Thursday, 12 April 2012

A Wellcome Trust

The Wellcome Trust has recently thrown its weight behind proposals to publish scientific papers online, for free. Wellcome indeed!
Today, downloads of scientific papers are charged for. Publishers claim that the charge represents the value they add in editing and distributing the papers. I know from personal experience that these charges put off amateur research.
According to the BBC, 90% of the papers submitted to Nature are rejected. Are the claims of publishers that they provide a valuable quality control service, valid? Or can we use the Internet to do the same job?
Perhaps appropriately qualified scientists should be allowed to rate each paper they read. Allowing PhD graduates to grade the paper and add comments could be very beneficial. They may also advocate links to othe papers they prefer.
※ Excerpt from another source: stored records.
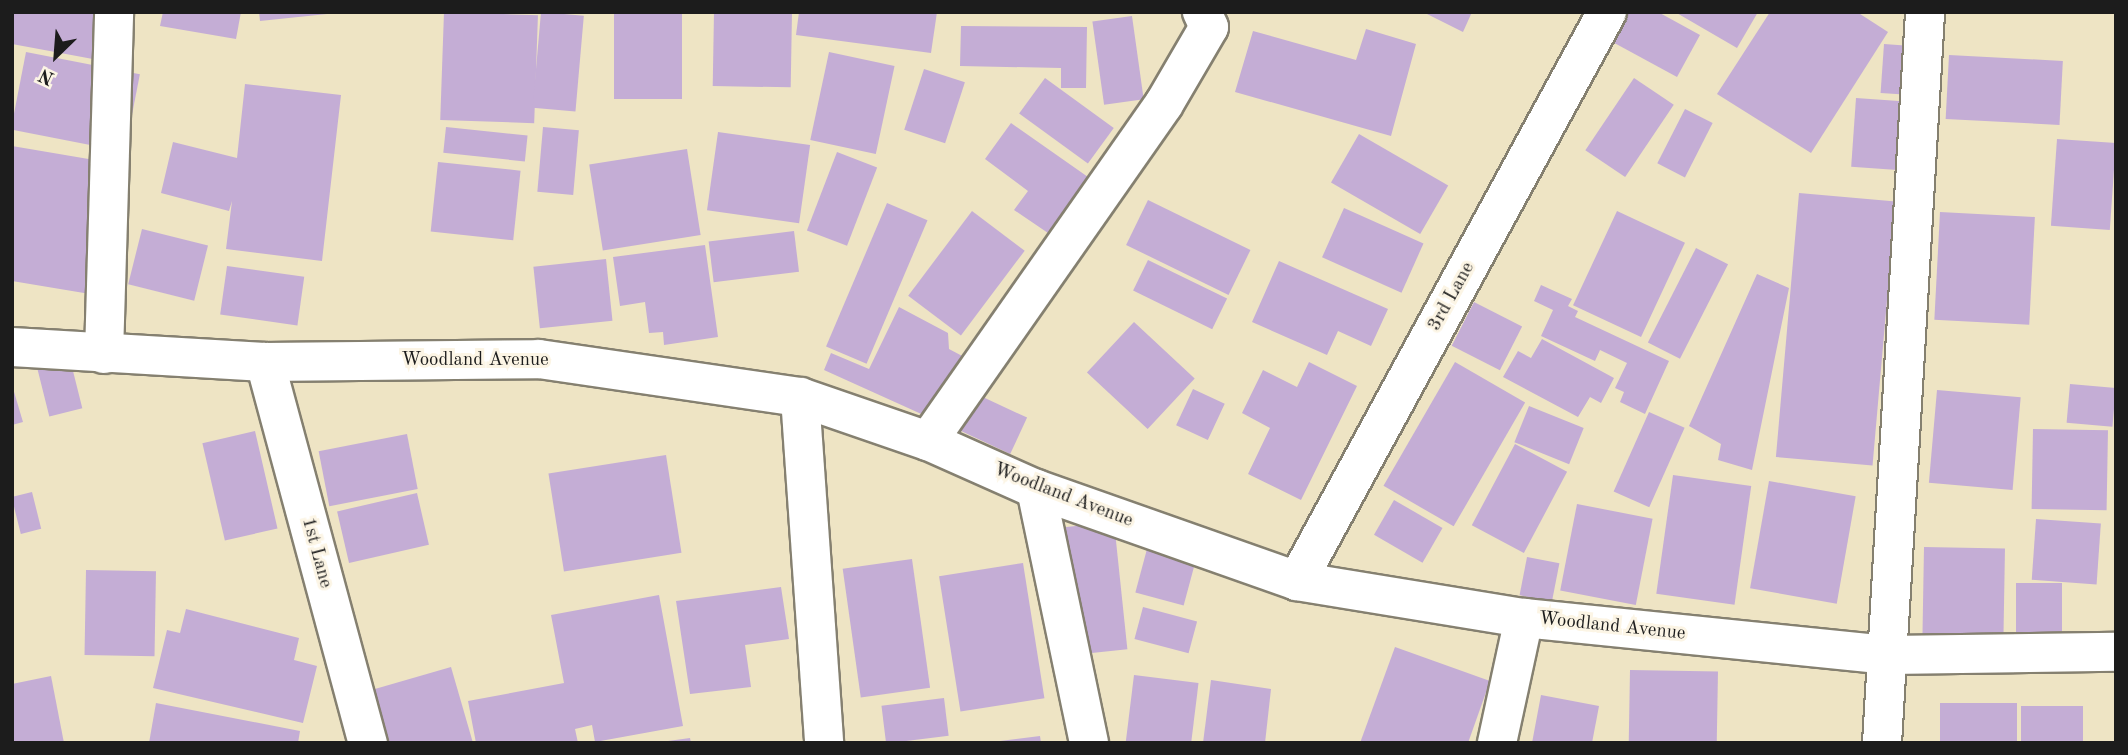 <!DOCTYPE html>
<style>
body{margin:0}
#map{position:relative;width:2128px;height:755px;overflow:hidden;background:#eee4c4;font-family:"Old Standard TT",serif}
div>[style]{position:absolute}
.building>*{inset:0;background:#c4add5;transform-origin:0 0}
.roads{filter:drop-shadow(2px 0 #858070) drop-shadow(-2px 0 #858070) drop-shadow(0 2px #858070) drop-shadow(0 -2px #858070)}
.minor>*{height:38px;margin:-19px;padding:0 19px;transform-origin:19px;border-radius:19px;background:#fff}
span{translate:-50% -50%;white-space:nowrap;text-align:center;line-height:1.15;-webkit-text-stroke:6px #fcf5e5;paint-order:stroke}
.street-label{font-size:19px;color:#1c1c1c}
.frame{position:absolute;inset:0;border:14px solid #1c1c1c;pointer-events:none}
.north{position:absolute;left:21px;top:21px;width:70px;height:70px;-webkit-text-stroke:5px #fcf5e5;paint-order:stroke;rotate:205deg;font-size:19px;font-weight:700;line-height:28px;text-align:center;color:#1c1c1c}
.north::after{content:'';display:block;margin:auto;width:24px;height:32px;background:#1c1c1c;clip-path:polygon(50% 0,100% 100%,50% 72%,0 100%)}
</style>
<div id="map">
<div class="building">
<div style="clip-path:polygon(12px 12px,117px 12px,109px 62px,12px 44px)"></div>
<div style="clip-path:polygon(163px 12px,241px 12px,236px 39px,160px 26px)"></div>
<div style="clip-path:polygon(259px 12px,327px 12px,327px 14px,260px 21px)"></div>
<div style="left:444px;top:12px;width:94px;height:108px;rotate:2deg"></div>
<div style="left:541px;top:12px;width:43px;height:96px;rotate:5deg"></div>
<div style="left:614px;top:12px;width:68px;height:87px"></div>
<div style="left:714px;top:12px;width:78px;height:74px;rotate:1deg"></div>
<div style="clip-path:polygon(799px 12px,937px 12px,931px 53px,796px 35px)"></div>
<div style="clip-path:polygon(1423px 12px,1472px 12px,1463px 32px)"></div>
<div style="clip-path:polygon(1622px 12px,1658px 12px,1700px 35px,1677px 77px,1607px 39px)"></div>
<div style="clip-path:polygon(1675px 12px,1758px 12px,1737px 48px)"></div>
<div style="clip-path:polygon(1770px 12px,1857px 12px,1888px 32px,1811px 153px,1717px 94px)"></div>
<div style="left:1132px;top:16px;width:84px;height:40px;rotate:82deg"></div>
<div style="clip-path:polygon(961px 26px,1087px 27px,1086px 88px,1061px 88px,1061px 68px,960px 66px)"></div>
<div style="clip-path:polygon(1366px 29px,1416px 44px,1391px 136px,1235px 92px,1253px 31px,1356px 60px)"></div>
<div style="left:1884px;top:44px;width:31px;height:49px;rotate:4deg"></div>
<div style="left:26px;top:52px;width:116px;height:79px;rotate:11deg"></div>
<div style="left:829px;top:52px;width:67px;height:90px;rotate:12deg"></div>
<div style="left:1949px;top:55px;width:114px;height:64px;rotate:3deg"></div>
<div style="left:924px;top:69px;width:43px;height:64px;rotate:18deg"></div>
<div style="left:1045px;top:78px;width:85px;height:44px;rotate:36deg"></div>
<div style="left:1634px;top:78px;width:48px;height:87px;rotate:34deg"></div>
<div style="clip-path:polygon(245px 84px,341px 95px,322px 261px,226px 249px,232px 201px,229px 211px,161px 193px,173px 142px,237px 158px)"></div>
<div style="left:1856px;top:98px;width:57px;height:69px;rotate:4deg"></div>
<div style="left:1685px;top:109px;width:31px;height:61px;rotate:27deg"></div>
<div style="clip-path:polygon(1011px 123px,1088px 177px,1048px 233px,1014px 210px,1028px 191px,985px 159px)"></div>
<div style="left:446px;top:127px;width:82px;height:26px;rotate:6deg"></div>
<div style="left:543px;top:127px;width:36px;height:65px;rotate:5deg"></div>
<div style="left:718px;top:132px;width:93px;height:79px;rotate:8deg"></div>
<div style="left:1359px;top:134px;width:103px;height:56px;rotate:30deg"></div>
<div style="left:2057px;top:139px;width:59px;height:87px;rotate:4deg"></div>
<div style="clip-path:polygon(12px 146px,118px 164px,96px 295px,12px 281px)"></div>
<div style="left:687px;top:149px;width:87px;height:99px;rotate:81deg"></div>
<div style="left:837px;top:152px;width:43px;height:84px;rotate:21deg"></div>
<div style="left:438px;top:162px;width:83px;height:70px;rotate:6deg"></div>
<div style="left:1799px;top:193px;width:97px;height:265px;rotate:5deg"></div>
<div style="left:1148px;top:200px;width:114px;height:50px;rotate:26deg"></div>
<div style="left:887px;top:203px;width:44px;height:156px;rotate:23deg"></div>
<div style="left:1344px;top:208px;width:87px;height:54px;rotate:24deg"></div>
<div style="left:972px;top:211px;width:66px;height:106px;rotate:37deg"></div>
<div style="left:1617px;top:211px;width:75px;height:104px;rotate:25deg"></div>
<div style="left:1940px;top:212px;width:95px;height:108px;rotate:3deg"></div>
<div style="left:142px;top:229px;width:68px;height:57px;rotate:14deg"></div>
<div style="left:794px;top:231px;width:41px;height:86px;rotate:83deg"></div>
<div style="clip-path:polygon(705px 245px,718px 337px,664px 345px,663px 332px,649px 333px,645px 302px,620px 306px,613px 257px)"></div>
<div style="left:1696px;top:248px;width:36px;height:106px;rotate:27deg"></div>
<div style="left:606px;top:259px;width:62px;height:73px;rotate:84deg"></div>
<div style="left:1148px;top:260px;width:88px;height:34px;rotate:26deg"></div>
<div style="clip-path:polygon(1279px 261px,1388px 309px,1371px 346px,1338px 331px,1327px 355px,1252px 322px)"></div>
<div style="left:227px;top:266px;width:78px;height:49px;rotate:8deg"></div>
<div style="clip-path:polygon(1757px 274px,1789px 288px,1752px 470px,1718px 460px,1721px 444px,1689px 426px)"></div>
<div style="clip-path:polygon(1541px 285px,1572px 299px,1568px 306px,1578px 311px,1575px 317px,1669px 361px,1645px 414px,1620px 402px,1624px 392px,1615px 388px,1627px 363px,1600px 350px,1595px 361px,1541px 336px,1553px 310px,1534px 301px)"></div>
<div style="left:1474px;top:302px;width:54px;height:49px;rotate:27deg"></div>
<div style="clip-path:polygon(899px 307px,948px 333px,949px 349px,966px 358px,928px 417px,824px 370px,831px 353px,869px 369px)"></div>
<div style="left:1134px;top:322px;width:83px;height:69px;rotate:43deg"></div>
<div style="clip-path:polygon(1542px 339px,1614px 378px,1601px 403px,1590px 397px,1578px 417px,1503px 377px,1518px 351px,1531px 358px)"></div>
<div style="left:69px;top:355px;width:55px;height:34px;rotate:76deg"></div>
<div style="clip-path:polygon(1309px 362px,1357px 386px,1301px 500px,1248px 474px,1270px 428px,1242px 413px,1263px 370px,1297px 387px)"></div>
<div style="left:1455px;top:362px;width:81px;height:143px;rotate:30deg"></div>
<div style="left:2070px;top:384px;width:46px;height:39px;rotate:5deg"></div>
<div style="clip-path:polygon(12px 385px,23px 422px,12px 425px)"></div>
<div style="left:1193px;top:389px;width:35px;height:40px;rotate:25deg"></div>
<div style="left:1937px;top:390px;width:84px;height:93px;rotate:5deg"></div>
<div style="left:970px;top:391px;width:63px;height:40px;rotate:25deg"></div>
<div style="left:1529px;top:406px;width:59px;height:39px;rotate:22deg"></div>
<div style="left:1649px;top:412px;width:39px;height:87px;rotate:24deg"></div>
<div style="left:2033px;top:429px;width:75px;height:80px;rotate:1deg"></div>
<div style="left:255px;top:431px;width:100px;height:54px;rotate:77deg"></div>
<div style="left:407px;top:434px;width:56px;height:90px;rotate:79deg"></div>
<div style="left:1515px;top:444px;width:59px;height:92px;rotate:28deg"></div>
<div style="left:666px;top:455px;width:99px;height:119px;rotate:81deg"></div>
<div style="left:1673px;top:475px;width:79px;height:120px;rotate:8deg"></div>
<div style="left:1769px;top:481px;width:88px;height:109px;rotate:10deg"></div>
<div style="left:32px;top:492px;width:38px;height:21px;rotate:76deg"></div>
<div style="left:417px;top:493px;width:53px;height:82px;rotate:77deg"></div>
<div style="left:1394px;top:500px;width:56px;height:40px;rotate:30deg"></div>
<div style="left:1577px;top:504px;width:77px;height:88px;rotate:11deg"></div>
<div style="left:2036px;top:519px;width:65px;height:61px;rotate:4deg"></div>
<div style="left:1114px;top:522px;width:128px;height:55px;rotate:84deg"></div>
<div style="left:1924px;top:547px;width:81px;height:93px;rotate:1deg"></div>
<div style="left:1147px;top:549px;width:50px;height:45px;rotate:15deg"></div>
<div style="left:1527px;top:557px;width:33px;height:39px;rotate:11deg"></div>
<div style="left:912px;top:559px;width:130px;height:70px;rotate:82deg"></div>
<div style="left:1023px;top:563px;width:137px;height:85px;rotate:81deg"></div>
<div style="left:86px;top:570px;width:70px;height:85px;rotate:1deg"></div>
<div style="left:2016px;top:583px;width:46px;height:67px"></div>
<div style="clip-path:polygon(781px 587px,789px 639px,745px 645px,751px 687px,690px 694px,676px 601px)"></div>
<div style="clip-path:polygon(659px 595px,683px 726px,595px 742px,592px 725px,575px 729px,578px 743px,476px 743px,468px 701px,564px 683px,551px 615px)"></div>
<div style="left:1143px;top:607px;width:56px;height:33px;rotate:15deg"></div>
<div style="clip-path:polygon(186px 609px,299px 638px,294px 660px,317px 666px,303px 723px,153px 688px,167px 630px,180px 633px)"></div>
<div style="clip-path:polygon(1395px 647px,1490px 681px,1468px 743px,1360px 743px)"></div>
<div style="clip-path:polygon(451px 667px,473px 743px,383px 743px,368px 691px)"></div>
<div style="left:1630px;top:670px;width:88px;height:73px;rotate:1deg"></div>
<div style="left:1134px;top:675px;width:65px;height:68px;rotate:7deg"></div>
<div style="clip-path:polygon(51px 676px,64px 743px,12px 743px,12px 684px)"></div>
<div style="clip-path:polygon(1211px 680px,1271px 689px,1265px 743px,1203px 743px)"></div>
<div style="clip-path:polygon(1541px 695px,1599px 706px,1592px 743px,1532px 743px)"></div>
<div style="left:944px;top:698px;width:38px;height:63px;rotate:83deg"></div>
<div style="clip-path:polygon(156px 703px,300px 731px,298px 743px,149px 743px)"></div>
<div style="left:1940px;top:703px;width:77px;height:40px"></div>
<div style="left:2021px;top:706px;width:62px;height:37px"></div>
<div style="clip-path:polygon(1040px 736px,1041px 743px,1000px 743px,1000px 741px)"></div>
<div style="clip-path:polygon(690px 738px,691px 743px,668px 743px,668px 741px)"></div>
</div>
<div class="roads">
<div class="minor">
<div style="left:12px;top:347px;width:253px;rotate:3.4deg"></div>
<div style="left:265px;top:362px;width:274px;rotate:-0.6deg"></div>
<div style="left:539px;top:359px;width:264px;rotate:8.3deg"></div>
<div style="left:800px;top:397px;width:135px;rotate:19deg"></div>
<div style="left:928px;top:441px;width:118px;rotate:24deg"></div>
<div style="left:1036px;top:489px;width:277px;rotate:19.4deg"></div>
<div style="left:1297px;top:581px;width:230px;rotate:9.3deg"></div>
<div style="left:1524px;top:618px;width:367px;rotate:5.8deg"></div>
<div style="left:1889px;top:655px;width:227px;rotate:-0.8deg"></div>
<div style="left:104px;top:354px;width:342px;rotate:-88.3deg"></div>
<div style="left:265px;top:362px;width:395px;rotate:74.9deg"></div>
<div style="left:800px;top:397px;width:347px;rotate:86deg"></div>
<div style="left:928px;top:441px;width:411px;rotate:-55deg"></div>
<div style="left:1164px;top:104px;width:89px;rotate:-59.7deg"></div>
<div style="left:1209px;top:27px;width:17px;rotate:-115deg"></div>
<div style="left:1036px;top:489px;width:259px;rotate:78.2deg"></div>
<div style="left:1297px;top:581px;width:648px;rotate:-61.42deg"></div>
<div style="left:1497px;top:743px;width:128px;rotate:-77.8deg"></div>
<div style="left:1882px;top:743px;width:732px;rotate:-86.63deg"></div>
</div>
</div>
<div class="street-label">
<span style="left:1452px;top:297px;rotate:-61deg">3rd Lane</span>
<span style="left:475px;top:361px">Woodland Avenue</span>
<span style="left:1063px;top:496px;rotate:21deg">Woodland Avenue</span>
<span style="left:316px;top:553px;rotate:75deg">1st Lane</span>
<span style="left:1612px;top:627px;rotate:6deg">Woodland Avenue</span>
</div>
<div class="frame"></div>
<div class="north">N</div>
</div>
Such a system wouldn't be impossible: there are already databases of PhD graduates such as this.
Freeing up the scientific information could significantly enhance Interactive Democracy!

1 comment:

Amanda said...

There is a website that allows researchers to publish and make available for other researchers to comment upon and build upon, their hope is to make scientific research more efficient through publishing even null results to prevent a repetition of non-productive experiments. The site uses creative commons to allow the sharing of research whilst allowing the users to hold ownership of their material. The site is called figshare ( is based in London. This may just fit some of the criteria you mention.